Je regarde une photo, cette photo, la seule où nos deux visages apparaissent ensemble. Cette photo a été prise il y a 6 mois maintenant, que le temps passe vite diront les gens, moi j’ai l’impression que chaque seconde se rallonge à l’infini afin de faire durer la douleur ancrée en moi. Des fois je me demande comment faire pour y arriver sans toi, comment arriver à vivre ? Alors je regarde cette photo.

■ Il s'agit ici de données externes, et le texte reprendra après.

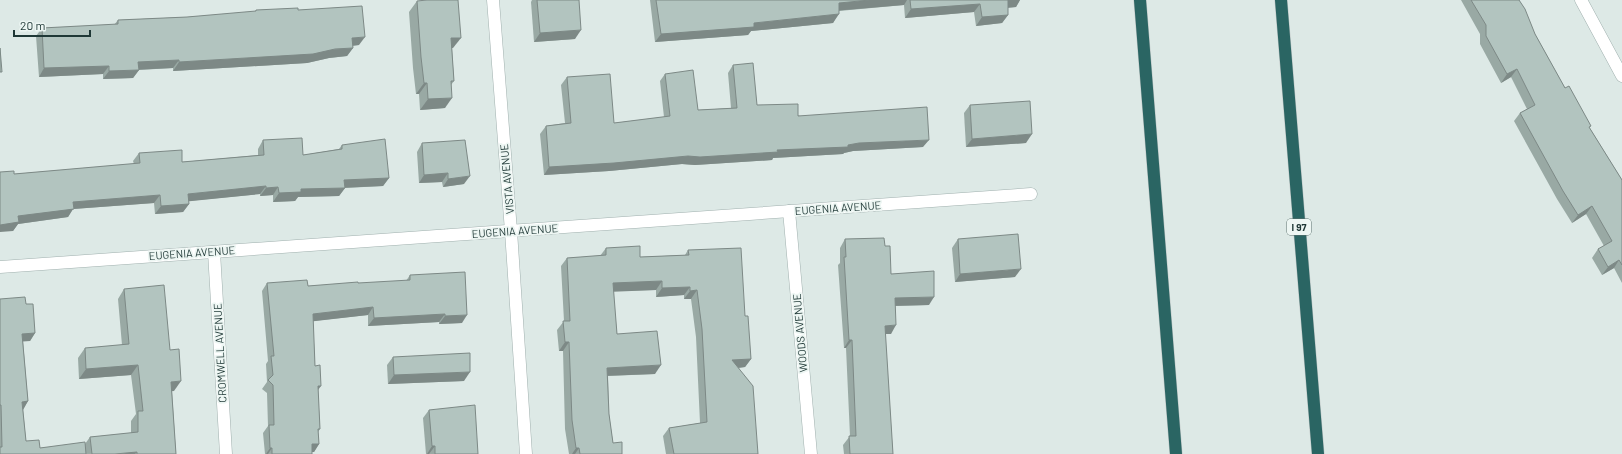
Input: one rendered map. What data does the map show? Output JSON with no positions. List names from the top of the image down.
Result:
{
  "streets": {
    "highway": ["I 97"],
    "street": [
      "VISTA AVENUE",
      "EUGENIA AVENUE",
      "WOODS AVENUE",
      "CROMWELL AVENUE"
    ]
  },
  "crossings": [
    ["VISTA AVENUE", "EUGENIA AVENUE"],
    ["EUGENIA AVENUE", "WOODS AVENUE"],
    ["EUGENIA AVENUE", "CROMWELL AVENUE"]
  ],
  "scale_bar": "20 m"
}
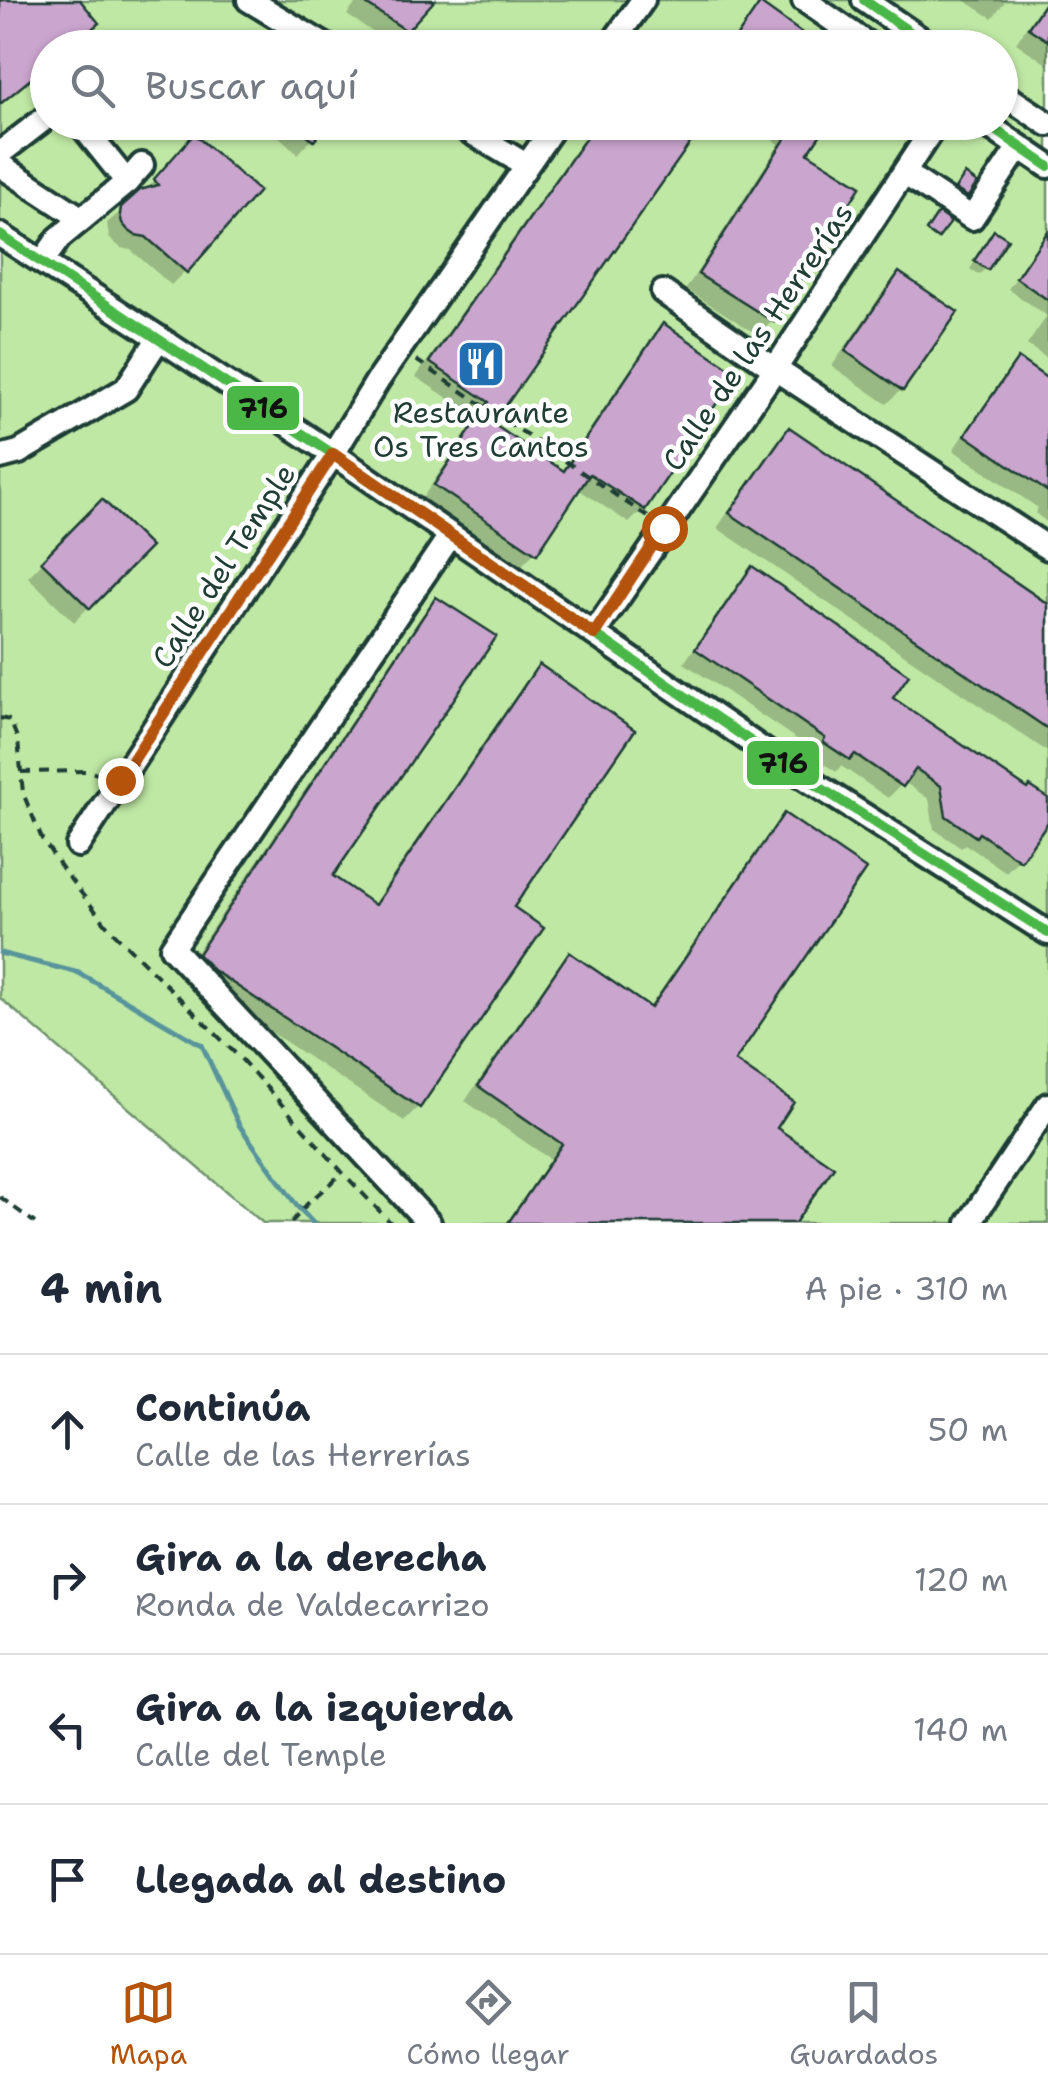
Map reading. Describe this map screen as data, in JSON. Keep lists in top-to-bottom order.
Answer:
{
  "streets": {
    "street": ["Calle de las Herrerías", "Calle del Temple"]
  },
  "places": {
    "restaurant": ["Restaurante Os Tres Cantos"]
  },
  "lines": ["transit line 716"],
  "page": {
    "search": "Buscar aquí",
    "heading": ["4 min", "A pie · 310 m"],
    "list": [
      ["Continúa", "Calle de las Herrerías", "50 m"],
      ["Gira a la derecha", "Ronda de Valdecarrizo", "120 m"],
      ["Gira a la izquierda", "Calle del Temple", "140 m"],
      "Llegada al destino"
    ],
    "nav": ["Mapa", "Cómo llegar", "Guardados"]
  }
}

Nos regards se croisent, puis s’attachent. Tu es né depuis quelques jours seulement, petit cœur d’à peine 1 kilo, et je sais que tu ne verras plus jamais le soleil se lever. « C’est irrémédiable », cette phrase prononcée par un docteur la veille me hante. Je sais que ce moment que nous passons ensemble est le dernier, tes poumons s’affaiblissent chaque minute, ton cerveau ne peut pas vivre… et il te condamne. Je t’avoue que j’ai du mal à le croire, après tout tu étais déjà condamné dans mon ventre, personne ne pensait que toi et tes frères verraient le jour, mais vous êtes la tous les trois. Bon sang je voudrais encore un miracle, je n’ai pas envie de te dire au revoir. Et pourtant il le faut, ton infirmière me l’a dit : « Ce n’est plus une question de jours, c’est une question d’heures ». Comment fait-on pour dire au revoir à son enfant qui est en train de mourir ?

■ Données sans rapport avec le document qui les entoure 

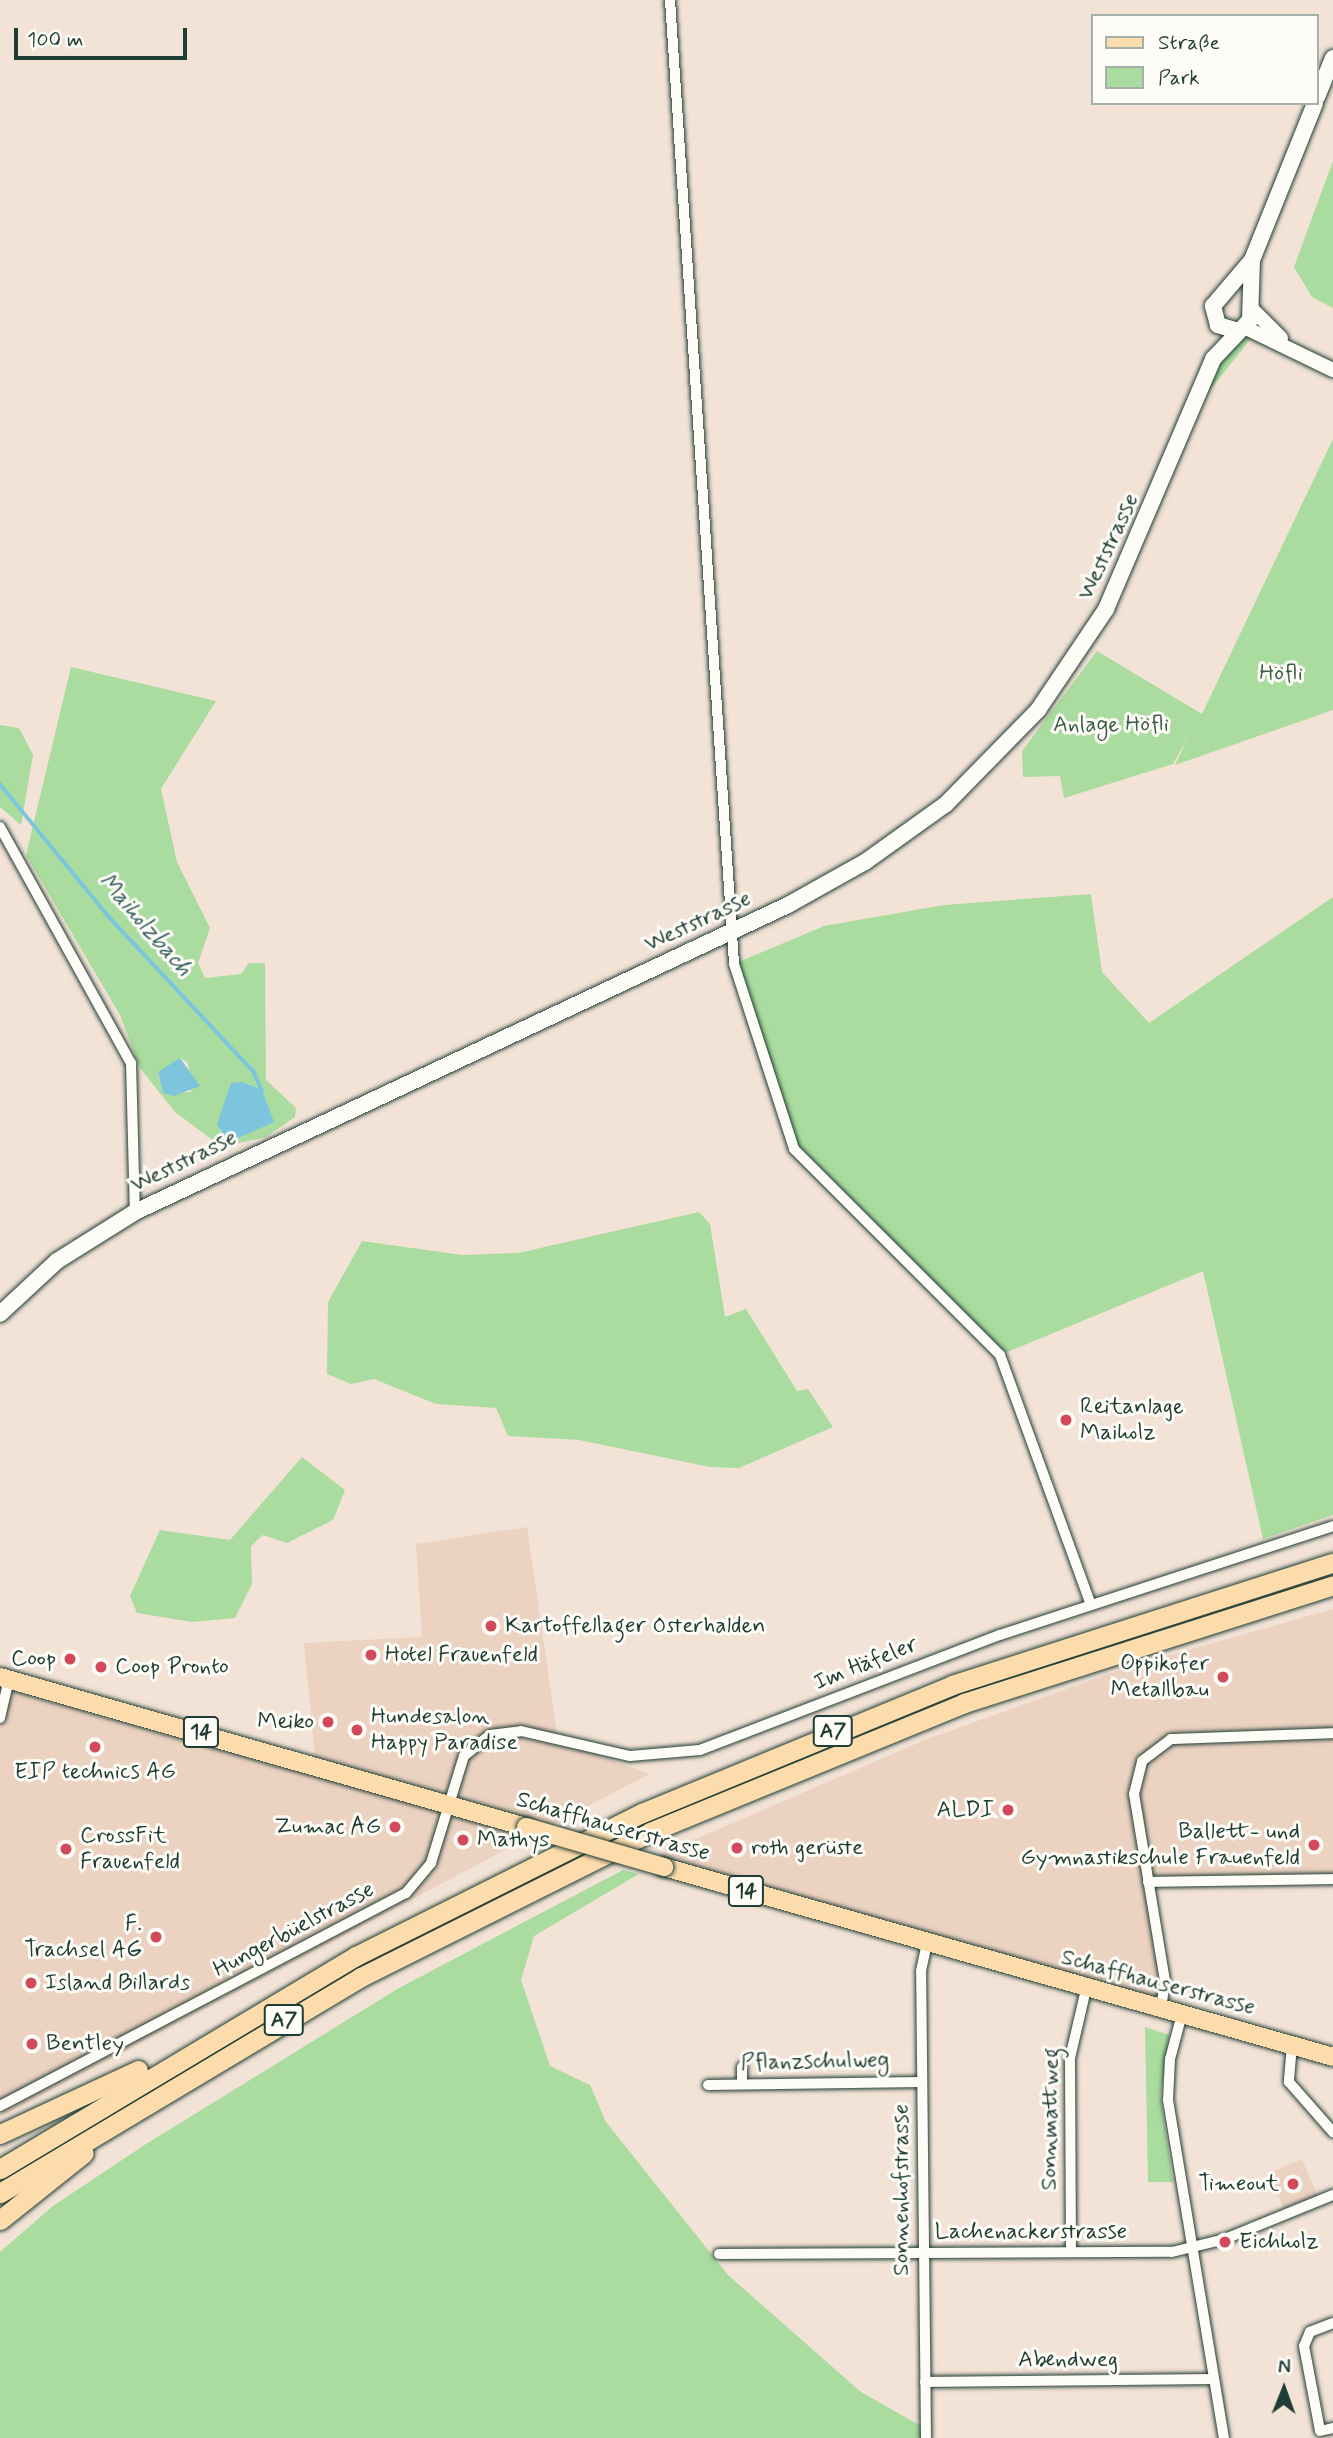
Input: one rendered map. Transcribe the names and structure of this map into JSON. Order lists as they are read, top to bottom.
{
  "streets": {
    "highway": ["A7"],
    "main road": ["Weststrasse", "14", "Schaffhauserstrasse"],
    "street": [
      "Im Häfeler",
      "Hungerbüelstrasse",
      "Pflanzschulweg",
      "Sonnmattweg",
      "Sonnenhofstrasse",
      "Lachenackerstrasse",
      "Abendweg"
    ]
  },
  "crossings": [
    ["Im Häfeler", "Schaffhauserstrasse"],
    ["Im Häfeler", "Hungerbüelstrasse"],
    ["Schaffhauserstrasse", "Hungerbüelstrasse"],
    ["Schaffhauserstrasse", "Sonnmattweg"],
    ["Schaffhauserstrasse", "Sonnenhofstrasse"],
    ["Pflanzschulweg", "Sonnenhofstrasse"],
    ["Sonnmattweg", "Lachenackerstrasse"],
    ["Sonnenhofstrasse", "Lachenackerstrasse"],
    ["Sonnenhofstrasse", "Abendweg"]
  ],
  "water": ["Maiholzbach"],
  "parks": ["Höfli", "Anlage Höfli"],
  "places": [
    "Reitanlage Maiholz",
    "Kartoffellager Osterhalden",
    "Hotel Frauenfeld",
    "Coop",
    "Coop Pronto",
    "Oppikofer Metallbau",
    "Meiko",
    "Hundesalon Happy Paradise",
    "EIP technics AG",
    "ALDI",
    "Zumac AG",
    "Mathys",
    "Ballett- und Gymnastikschule Frauenfeld",
    "roth gerüste",
    "CrossFit Frauenfeld",
    "F. Trachsel AG",
    "Island Billards",
    "Bentley",
    "Timeout",
    "Eichholz"
  ],
  "legend": ["Straße", "Park"],
  "scale_bar": "100 m",
  "north": "top"
}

Le miracle que j’ai demandé eut soudain lieu. Petit bonhomme, tu n’as que cinq jours, et c’est toi qui va apprendre la vie à ta maman. Ton regard s’accroche en moi et quelque chose se passe entre nous, quelque chose que seul mon cœur pourrait expliquer s’il savait parler. Tu communiques avec moi, pas avec des mots certes, plutôt avec des émotions que tu envoies dans mon cœur, je les ressens comme si tu me parlais clairement. Je vois dans tes yeux que tu me dis de ne pas m’inquiéter, que tu m’aimes, que je dois m’accrocher pour tes frères, pour ta sœur, pour ton père… à ce moment-la je ne le sais pas encore, mais tu es en train de me donner tout ce dont j’aurais besoin dans les mois à venir pour avancer. Et surtout, tu me montres comment faire pour transformer ce moment de déchirure en souvenir magique. Alors que je me sentais démunie face à cette terrible nouvelle, face à ce poignard qui s’enfonce tout doucement dans mon cœur, face à toi, les mots me viennent tout naturellement, grâce à toi. Je te dis alors que je t’aime de tout mon être, que dès que j’ai su que tu étais dans mon ventre je t’ai aimé et ma vie a été transformée. Je te dis que tu resteras à tout jamais dans nos cœurs, que je raconterai ton histoire à tes frères et à ta sœur, que je leur dirai quel petit garçon merveilleux tu es. Je leur raconterai comment tu as réussi à survivre dans mon ventre avec tes frères, et je leur raconterai ce moment que nous sommes en train de vivre alors que médicalement tu n’en es pas capable… comme quoi les médecins peuvent se tromper. Et je te dis aussi une phrase qui a été atrocement douloureuse pour moi, mais indispensable, je te dis que je ne t’en veux pas, que tu peux partir en paix car tu n’y es pour rien, tu as fait tout ce qui était en ton pouvoir, et même plus, mon petit cœur je t’autorise à partir, je ne veux plus te voir souffrir, envole toi mon ange…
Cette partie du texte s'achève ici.